Nati grazie al lavoro su una metafora, i progetti di Nemesi evidenziano sempre un’idea forte. Nel caso di Santa Maria della Presentazione, il potere coinvolgente dell’Ecclesia reso attraverso una grande copertura che delimita un complesso microcosmo urbano, nel caso del Torrino il senso di un nuovo orizzonte materializzatosi attraverso un rapporto di integrazione tra paesaggio naturale e artificiale. Accanto all’idea forte, in ogni progetto, vi è sempre un complesso gioco di opposti. Abbiamo accennato a quello tra volumi compatti ed evanescenti. Altri sono tra pesante e leggero, figura e sfondo, colori e materie. Si osservi, nella chiesa, lo scontro tra la sfera in cemento armato e gli esili pilotis d’acciaio e, nelle case del Torrino, l’asimmetria concettuale tra gli sbalzi di oltre sedici metri e la stabile giacitura dell’edificio principale dal quale si staccano.
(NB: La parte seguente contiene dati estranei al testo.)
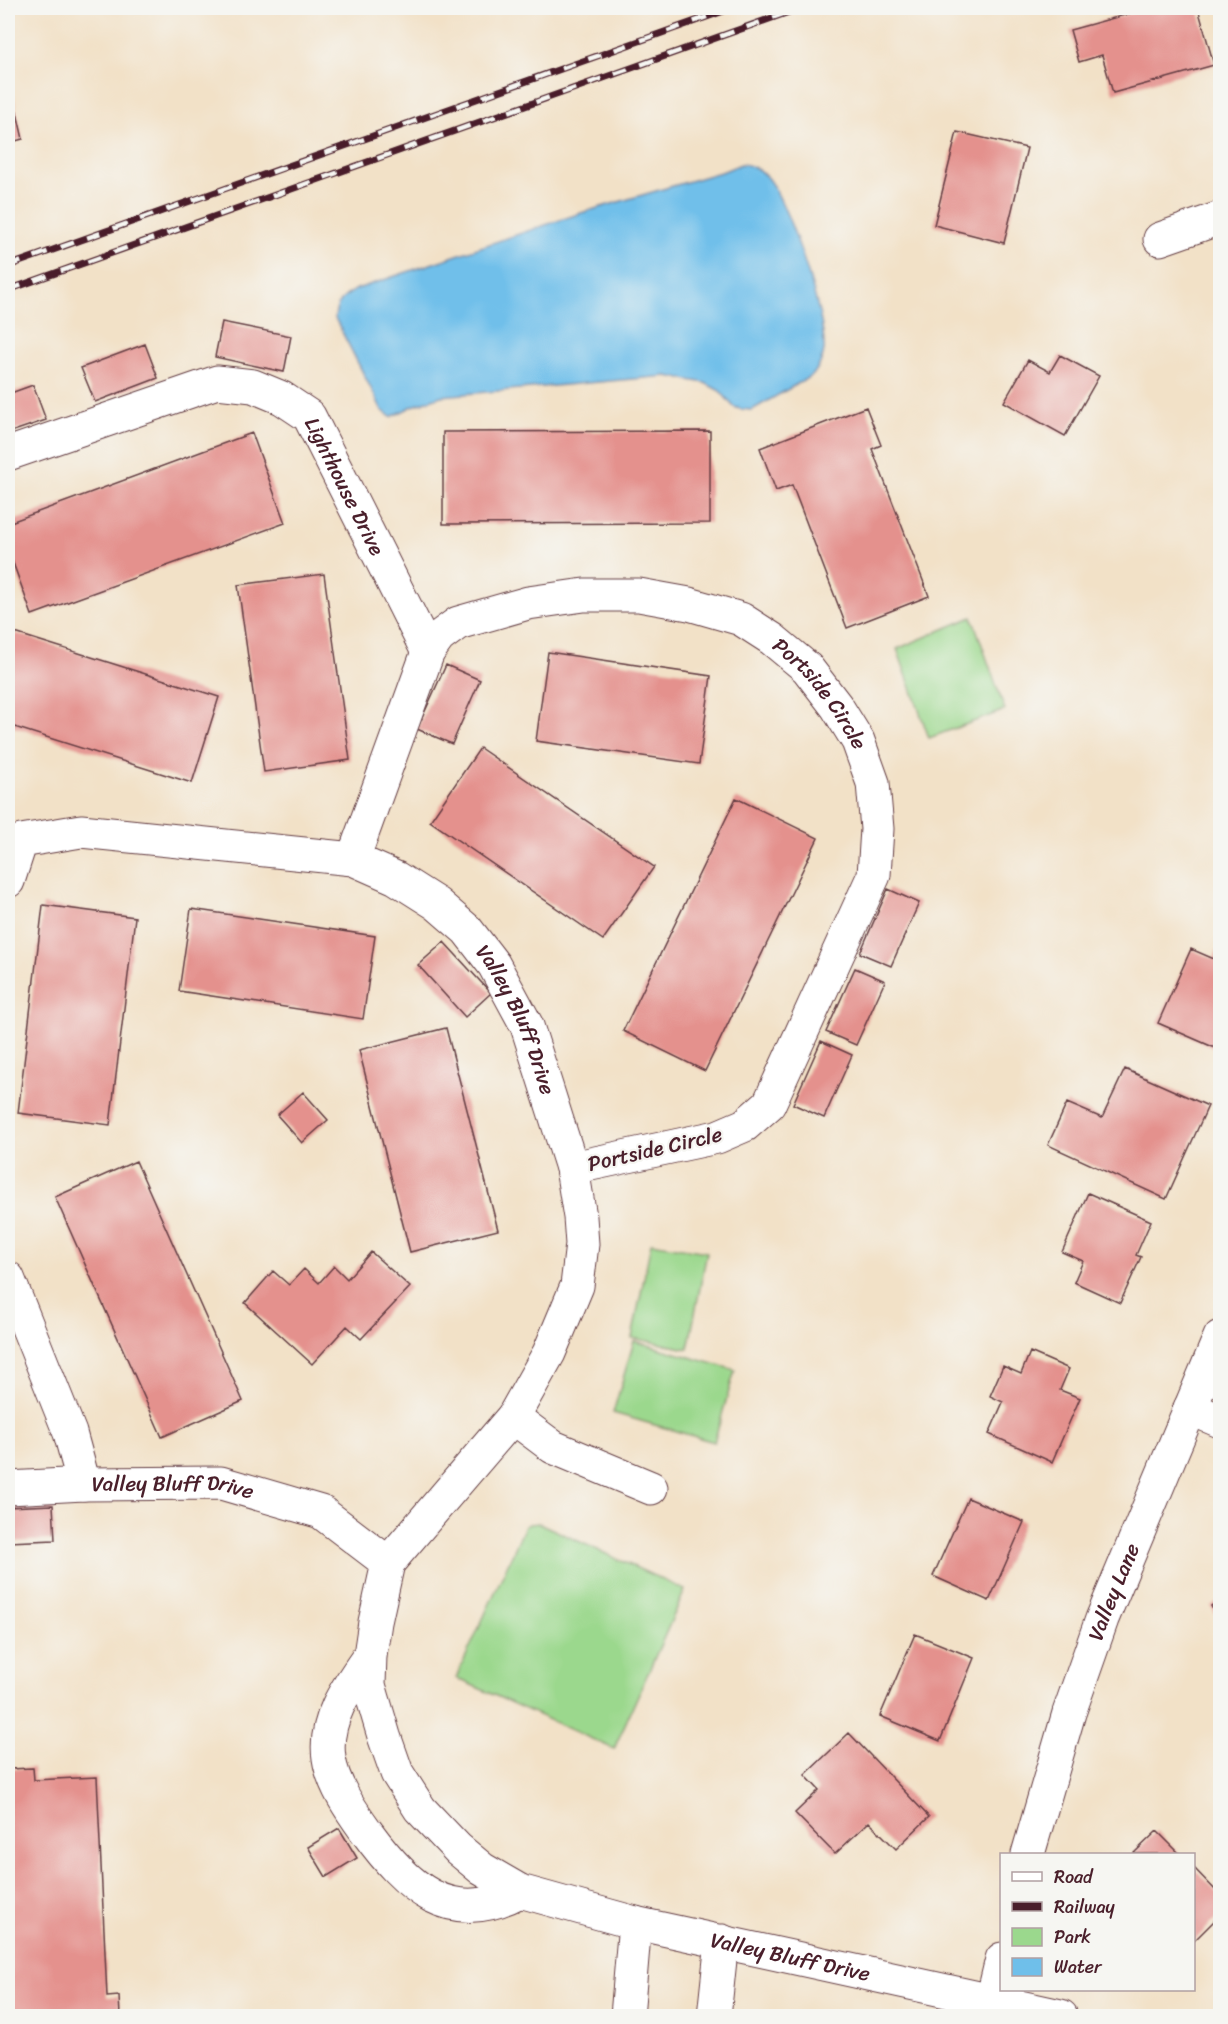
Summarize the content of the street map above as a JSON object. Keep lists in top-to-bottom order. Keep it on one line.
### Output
{"streets":{"street":["Lighthouse Drive","Portside Circle","Valley Bluff Drive","Valley Lane"]},"crossings":[["Lighthouse Drive","Portside Circle"],["Portside Circle","Valley Bluff Drive"]],"legend":["Road","Railway","Park","Water"]}
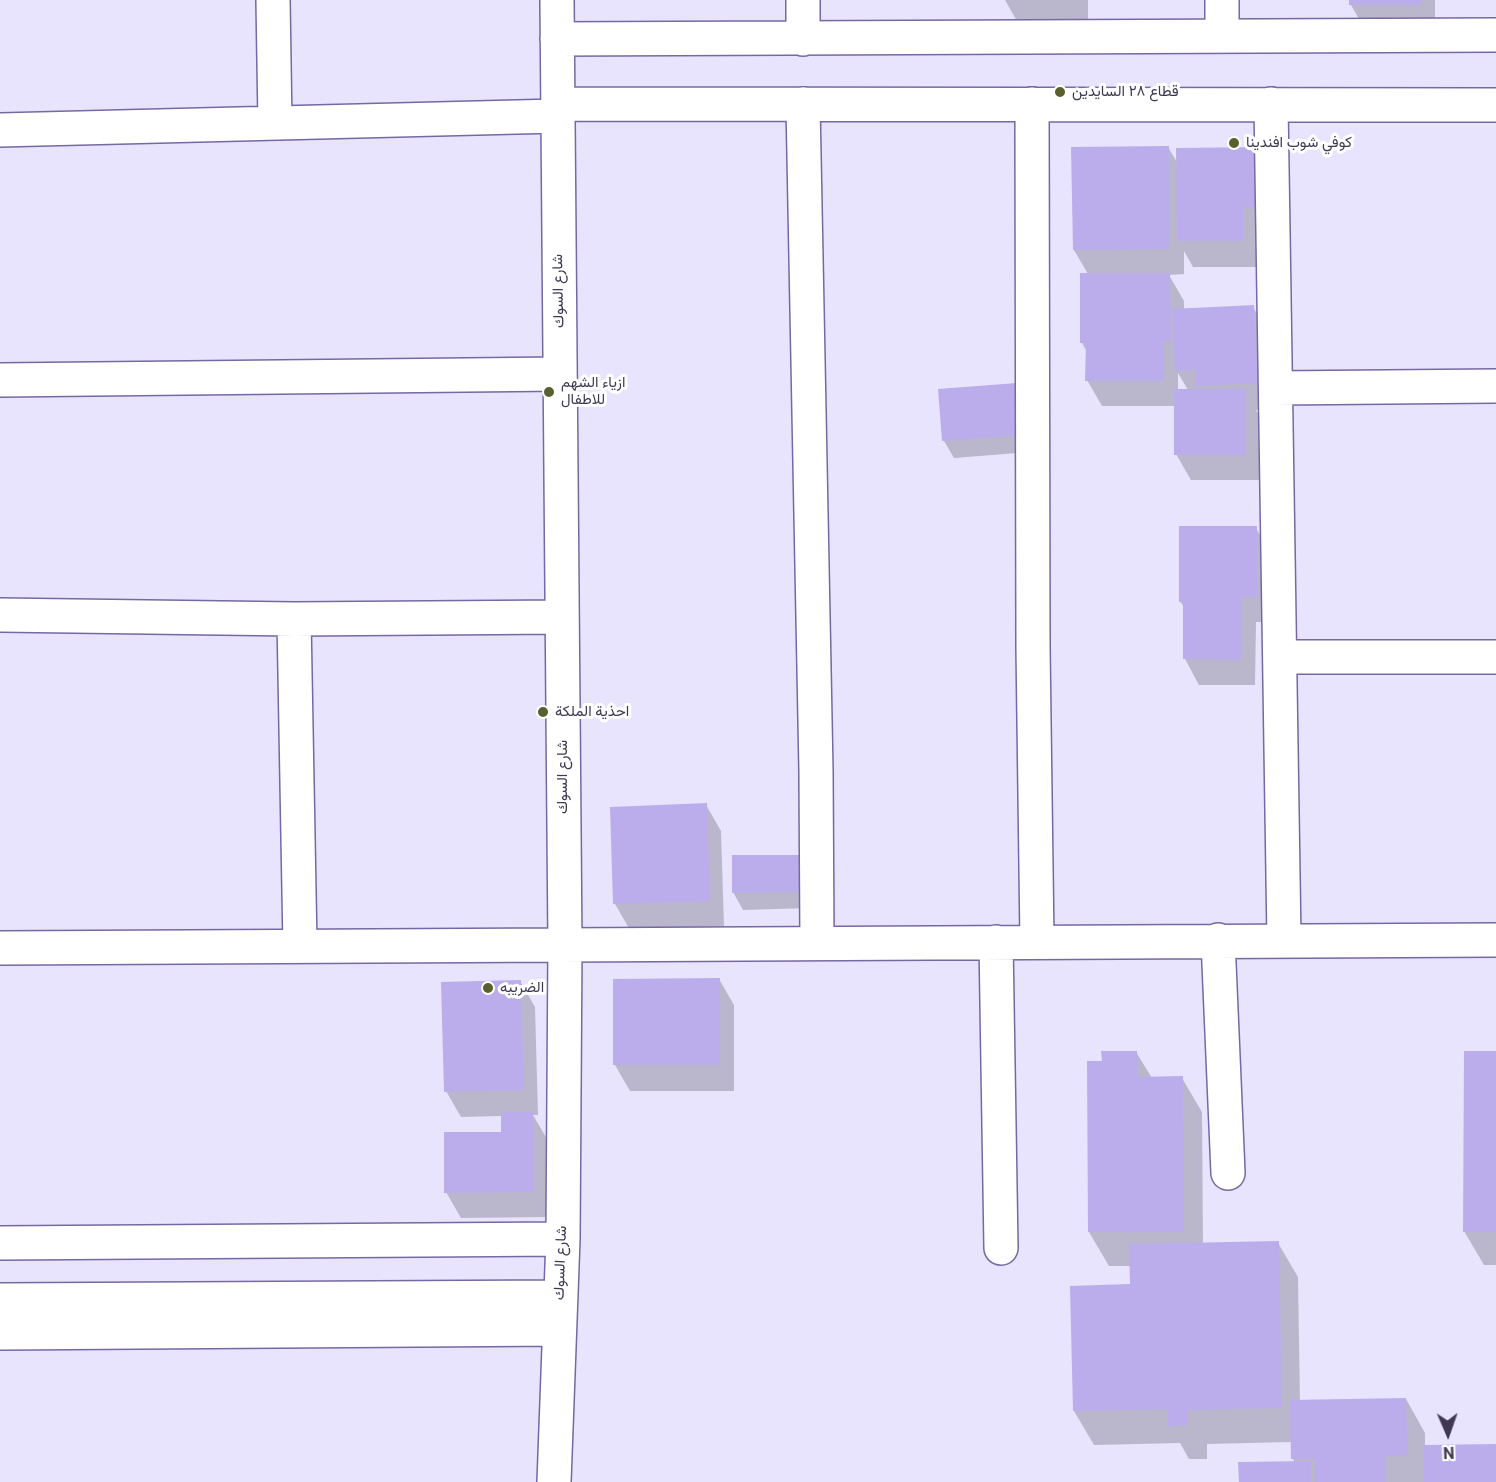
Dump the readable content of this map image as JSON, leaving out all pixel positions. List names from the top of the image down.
{
  "streets": {
    "street": ["شارع السوك"]
  },
  "places": [
    "قطاع ٢٨ السايدين",
    "كوفي شوب افندينا",
    "ازياء الشهم للاطفال",
    "احذية الملكة",
    "الضريبه"
  ],
  "north": "bottom"
}
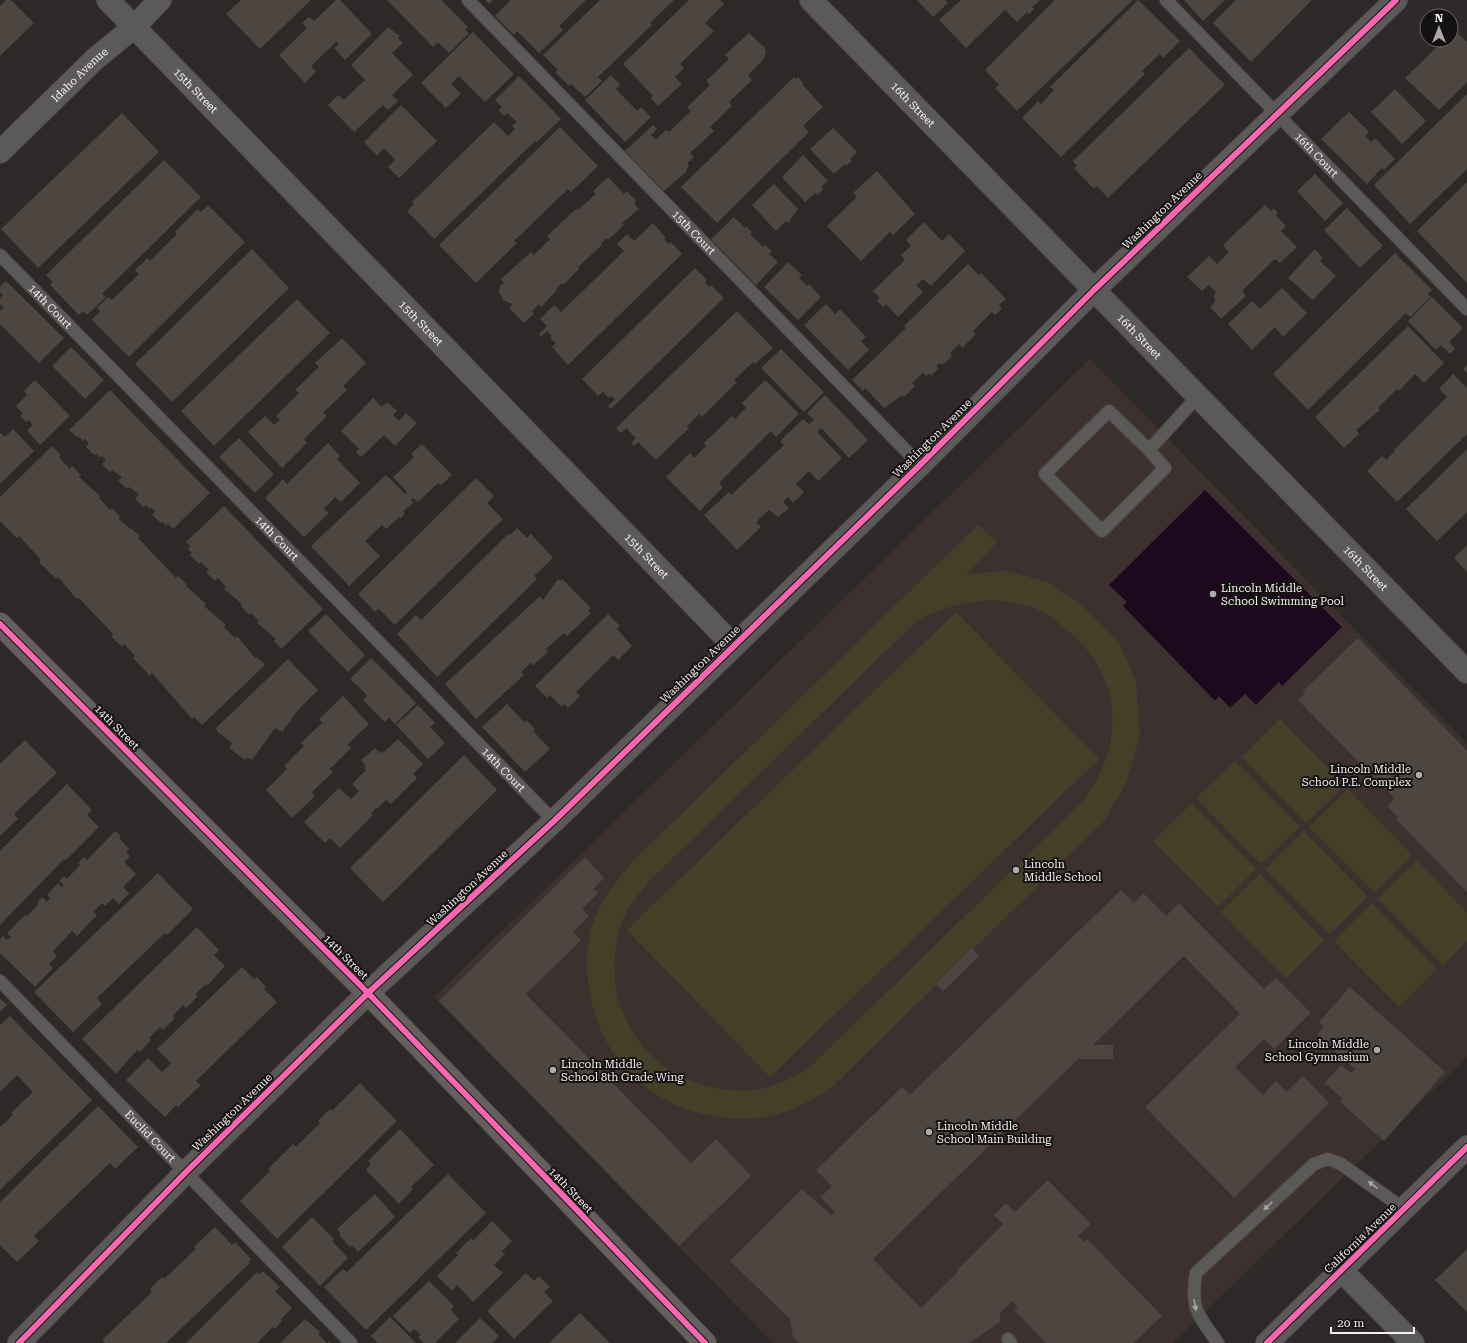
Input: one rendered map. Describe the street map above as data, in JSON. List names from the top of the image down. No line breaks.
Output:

La progettazione per contrasto di opposti – che è una metodologia di lavoro ripresa dalla Architectural Association via Hadid e Koolhaas –evita di far esaurire la progettazione nel gioco delle citazioni. E così se anche lo sbalzo ricorda MVDRV della casa per anziani di Amsterdam, il tetto metallico Nouvel del centro congressi di Lucerna, la griglia Herzog e de Meuron dei recenti progetti a Basilea, alla fine, ciò che conta è la qualità dell’ architettura, con i suoi valori: di pieni e di vuoti, di caldo e di freddo, di apertura e di chiusura, di densità, di fluidità. I due lavori che presentiamo, visti da questo punto di vista, rappresentano un ritorno, certo uno dei tanti possibili, ma sicuramente tra i più rilevanti, alla centralità della ricerca spaziale. Una ricerca che oltre che da Nemesi,oggi rimasta sotto la sola direzione di Michele Molè, verrà perseguita da Labics, lo studio recentemente fondato da Claudia Clemente, già attivo con nuovi e interessanti progetti.